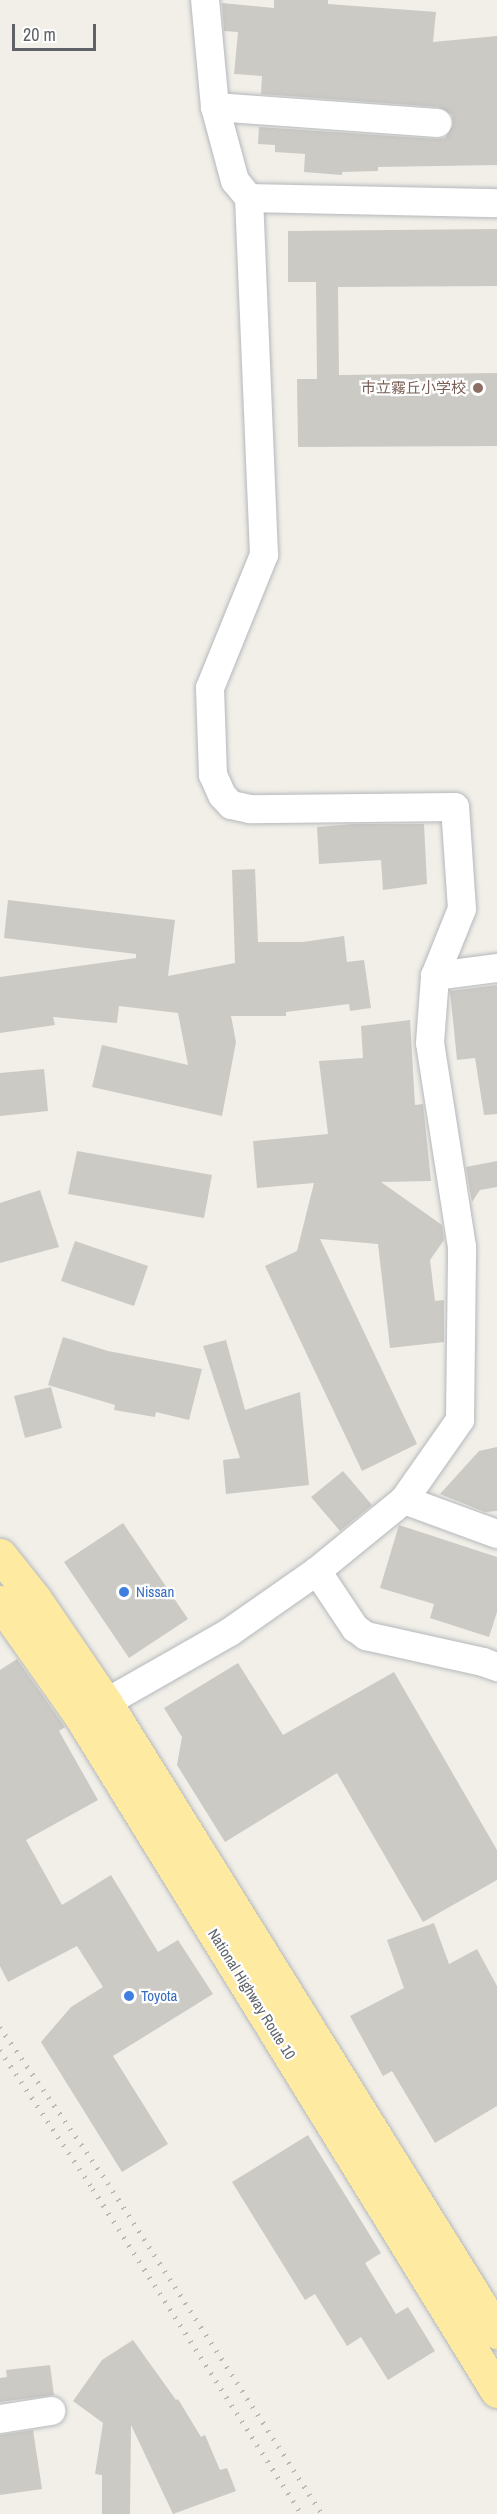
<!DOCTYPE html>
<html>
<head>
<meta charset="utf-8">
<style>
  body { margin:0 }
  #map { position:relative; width:497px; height:2514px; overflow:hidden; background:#f1efe8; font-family:"Archivo Narrow","Noto Sans JP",sans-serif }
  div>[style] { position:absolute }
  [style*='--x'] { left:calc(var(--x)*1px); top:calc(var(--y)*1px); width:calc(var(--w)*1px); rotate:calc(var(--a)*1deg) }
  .building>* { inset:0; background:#cccac5 }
  .roads { filter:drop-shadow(0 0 2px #b5b8bc) drop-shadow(0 0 2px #b5b8bc) }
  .minor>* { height:28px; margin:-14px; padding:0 14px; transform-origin:14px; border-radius:14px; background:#fff }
  .trunk>* { height:33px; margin:-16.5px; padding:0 16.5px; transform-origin:16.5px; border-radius:16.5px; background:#feeaa1 }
  .rail>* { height:4.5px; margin-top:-2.25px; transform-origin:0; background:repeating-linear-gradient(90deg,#b6b7b8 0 1.5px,transparent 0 9.5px) }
  .dots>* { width:16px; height:16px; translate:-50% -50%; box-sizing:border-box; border:3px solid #fff; border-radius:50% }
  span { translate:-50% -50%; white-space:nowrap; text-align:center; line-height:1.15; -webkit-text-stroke:4.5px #fff; paint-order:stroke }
  .education-label { font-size:15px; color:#785e54 }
  .right { translate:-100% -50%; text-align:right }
  .shop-label { font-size:15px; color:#366cbe }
  .left { translate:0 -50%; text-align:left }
  .street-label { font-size:15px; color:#5f6368 }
  .scale { position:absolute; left:12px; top:24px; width:84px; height:27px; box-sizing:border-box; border:3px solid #5f6368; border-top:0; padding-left:8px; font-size:18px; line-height:21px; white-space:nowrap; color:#5f6368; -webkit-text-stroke:4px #fff; paint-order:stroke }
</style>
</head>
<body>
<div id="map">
  <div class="building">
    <i style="clip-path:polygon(274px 0,328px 0,328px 4px,436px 12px,433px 42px,497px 36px,497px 165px,378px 167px,378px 171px,342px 172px,342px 175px,304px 172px,305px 154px,275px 152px,275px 145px,258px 144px,259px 127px,436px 139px,445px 138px,453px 125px,452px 115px,438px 107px,261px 94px,262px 76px,234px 74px,238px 32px,224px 31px,222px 3px,274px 8px)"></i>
    <i style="clip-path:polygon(497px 229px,497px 286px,338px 287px,339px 375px,497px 373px,497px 446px,298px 447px,297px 379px,317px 379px,316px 282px,288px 282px,288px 231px)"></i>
    <i style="clip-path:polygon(355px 824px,424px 824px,427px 884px,383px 890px,381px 860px,319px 864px,317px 827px)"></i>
    <i style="clip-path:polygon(255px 869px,258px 942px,303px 942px,344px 936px,347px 962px,364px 960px,371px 1008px,350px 1011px,349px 1004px,286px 1012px,286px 1016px,231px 1016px,236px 1042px,222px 1116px,92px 1087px,102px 1045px,188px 1065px,178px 1013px,119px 1006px,117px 1023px,53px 1017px,55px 1025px,0 1033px,0 977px,136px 958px,136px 954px,4px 938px,8px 900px,175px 920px,168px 976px,235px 963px,232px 870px)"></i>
    <i style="clip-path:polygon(497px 985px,497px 1114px,484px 1115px,475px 1058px,457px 1060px,450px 991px)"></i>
    <i style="clip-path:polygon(410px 1020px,415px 1105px,423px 1104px,431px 1181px,381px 1182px,442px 1225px,444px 1240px,430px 1260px,435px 1301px,444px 1300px,444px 1342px,390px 1348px,378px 1244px,320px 1239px,417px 1444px,362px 1471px,265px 1266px,297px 1251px,314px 1183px,257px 1188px,253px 1141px,328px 1134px,319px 1061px,363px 1058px,361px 1026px)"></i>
    <i style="clip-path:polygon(44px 1069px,48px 1111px,0 1116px,0 1073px)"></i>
    <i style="clip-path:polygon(77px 1151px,212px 1175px,204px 1218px,68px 1194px)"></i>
    <i style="clip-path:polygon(497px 1161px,497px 1187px,480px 1190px,472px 1202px,466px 1167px)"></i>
    <i style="clip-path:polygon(40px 1190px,59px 1247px,0 1263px,0 1203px)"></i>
    <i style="clip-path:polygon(75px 1241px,148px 1266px,134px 1306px,61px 1281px)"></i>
    <i style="clip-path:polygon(63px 1337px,108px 1351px,202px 1369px,189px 1420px,156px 1412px,155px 1417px,114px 1410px,115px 1405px,48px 1385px)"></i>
    <i style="clip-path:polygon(226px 1340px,245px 1410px,300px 1392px,309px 1485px,226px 1494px,223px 1460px,240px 1458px,203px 1346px)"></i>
    <i style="clip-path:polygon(51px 1387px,62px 1428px,25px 1438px,14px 1396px)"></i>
    <i style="clip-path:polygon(497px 1447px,497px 1511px,485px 1512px,440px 1494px,479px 1451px)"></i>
    <i style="clip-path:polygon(343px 1471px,372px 1505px,340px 1531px,311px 1497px)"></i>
    <i style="clip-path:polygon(123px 1523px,188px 1619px,129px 1658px,64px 1562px)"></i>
    <i style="clip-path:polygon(399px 1525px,497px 1557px,497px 1612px,489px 1637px,430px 1618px,434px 1604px,380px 1588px)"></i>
    <i style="clip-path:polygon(17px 1659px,65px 1727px,59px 1731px,98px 1800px,26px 1840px,62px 1905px,111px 1875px,158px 1952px,178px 1940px,213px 1994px,113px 2056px,168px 2144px,122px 2172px,41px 2042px,71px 2007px,103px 1987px,77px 1946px,8px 1982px,0 1966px,0 1670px)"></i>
    <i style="clip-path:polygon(238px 1663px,283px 1735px,394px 1672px,497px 1850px,497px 1880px,423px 1922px,337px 1773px,225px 1842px,177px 1765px,182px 1737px,164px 1708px)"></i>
    <i style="clip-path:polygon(434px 1923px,449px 1964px,477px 1949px,497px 1986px,497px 2106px,435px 2143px,392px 2071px,383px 2076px,350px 2016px,404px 1988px,387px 1940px)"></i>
    <i style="clip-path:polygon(308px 2135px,381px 2253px,365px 2263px,396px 2314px,408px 2307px,435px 2351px,388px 2380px,361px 2337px,347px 2346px,315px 2294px,305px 2300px,232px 2182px)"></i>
    <i style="clip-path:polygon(133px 2340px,176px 2400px,178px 2399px,201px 2437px,205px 2435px,220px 2470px,227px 2468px,236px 2491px,173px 2514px,131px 2425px,130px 2514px,102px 2514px,102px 2475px,95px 2474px,103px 2423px,73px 2401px,102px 2360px)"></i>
    <i style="clip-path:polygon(50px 2365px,54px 2395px,0 2402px,0 2378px,7px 2377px,6px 2370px)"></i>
    <i style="clip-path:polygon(33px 2430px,42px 2489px,0 2495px,0 2435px)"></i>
  </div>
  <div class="roads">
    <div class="minor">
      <i style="--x:215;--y:107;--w:223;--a:4.1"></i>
      <i style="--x:249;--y:198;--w:248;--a:1.2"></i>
      <i style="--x:435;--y:976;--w:63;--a:-7.4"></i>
      <i style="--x:404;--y:1500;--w:99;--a:20.1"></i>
      <i style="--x:317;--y:1571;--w:69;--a:56.3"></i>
      <i style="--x:355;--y:1628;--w:14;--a:36"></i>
      <i style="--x:366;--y:1636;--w:120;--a:12.5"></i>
      <i style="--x:483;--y:1662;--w:15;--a:20"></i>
      <i style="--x:88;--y:1713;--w:163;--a:-29.7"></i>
      <i style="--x:230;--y:1632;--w:106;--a:-35"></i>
      <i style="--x:317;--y:1571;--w:112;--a:-39.2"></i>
      <i style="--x:404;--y:1500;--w:98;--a:-55"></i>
      <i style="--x:460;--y:1420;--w:173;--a:-89.3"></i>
      <i style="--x:462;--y:1247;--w:206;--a:-98.9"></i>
      <i style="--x:430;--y:1043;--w:67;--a:-85.7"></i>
      <i style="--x:435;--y:976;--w:72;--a:-68.1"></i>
      <i style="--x:462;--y:909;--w:102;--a:-93.9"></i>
      <i style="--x:455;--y:807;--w:205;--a:179.4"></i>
      <i style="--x:250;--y:809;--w:19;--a:-168"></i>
      <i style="--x:231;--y:805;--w:13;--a:-132"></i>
      <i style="--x:222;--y:795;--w:22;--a:-114"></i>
      <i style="--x:213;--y:775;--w:87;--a:-92"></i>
      <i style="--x:210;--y:688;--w:144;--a:-67.9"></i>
      <i style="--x:264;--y:555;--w:357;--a:-92.4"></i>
      <i style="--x:249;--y:198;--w:22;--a:-129"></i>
      <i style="--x:235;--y:181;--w:77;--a:-105.1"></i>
      <i style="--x:215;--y:107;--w:107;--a:-95.3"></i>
      <i style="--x:0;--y:2419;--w:52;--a:-8.9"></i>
    </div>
    <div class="trunk">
      <i style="--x:0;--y:1555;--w:56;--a:51.5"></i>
      <i style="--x:35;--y:1599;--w:126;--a:55.7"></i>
      <i style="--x:106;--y:1703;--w:741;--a:58.13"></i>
      <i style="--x:0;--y:1602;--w:141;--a:54.8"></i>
      <i style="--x:81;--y:1717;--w:792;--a:58.32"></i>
    </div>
  </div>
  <div class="rail">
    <i style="--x:0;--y:2027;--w:190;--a:55.3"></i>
    <i style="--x:108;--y:2183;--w:394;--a:57.1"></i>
    <i style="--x:0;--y:2050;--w:167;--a:56.2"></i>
    <i style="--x:93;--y:2189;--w:386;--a:57.3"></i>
  </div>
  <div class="dots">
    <i style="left:478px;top:388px;background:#8d6e63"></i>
    <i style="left:124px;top:1592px;background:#3f7fe0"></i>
    <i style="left:129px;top:1996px;background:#3f7fe0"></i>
  </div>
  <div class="education-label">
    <span class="right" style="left:466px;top:388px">市立霧丘小学校</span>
  </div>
  <div class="shop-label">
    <span class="left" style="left:136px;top:1592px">Nissan</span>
    <span class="left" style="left:141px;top:1996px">Toyota</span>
  </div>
  <div class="street-label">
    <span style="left:252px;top:1994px;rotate:58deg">National Highway Route 10</span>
  </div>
  <div class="scale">20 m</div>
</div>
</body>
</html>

## ABOUT THIS TASK
Leave the pictures out and please restate exactly the lines running from the start of the material through the one with "filter:drop-shadow(0 0 2px".

## RESULT
<!DOCTYPE html>
<html>
<head>
<meta charset="utf-8">
<style>
  body { margin:0 }
  #map { position:relative; width:497px; height:2514px; overflow:hidden; background:#f1efe8; font-family:"Archivo Narrow","Noto Sans JP",sans-serif }
  div>[style] { position:absolute }
  [style*='--x'] { left:calc(var(--x)*1px); top:calc(var(--y)*1px); width:calc(var(--w)*1px); rotate:calc(var(--a)*1deg) }
  .building>* { inset:0; background:#cccac5 }
  .roads { filter:drop-shadow(0 0 2px #b5b8bc) drop-shadow(0 0 2px #b5b8bc) }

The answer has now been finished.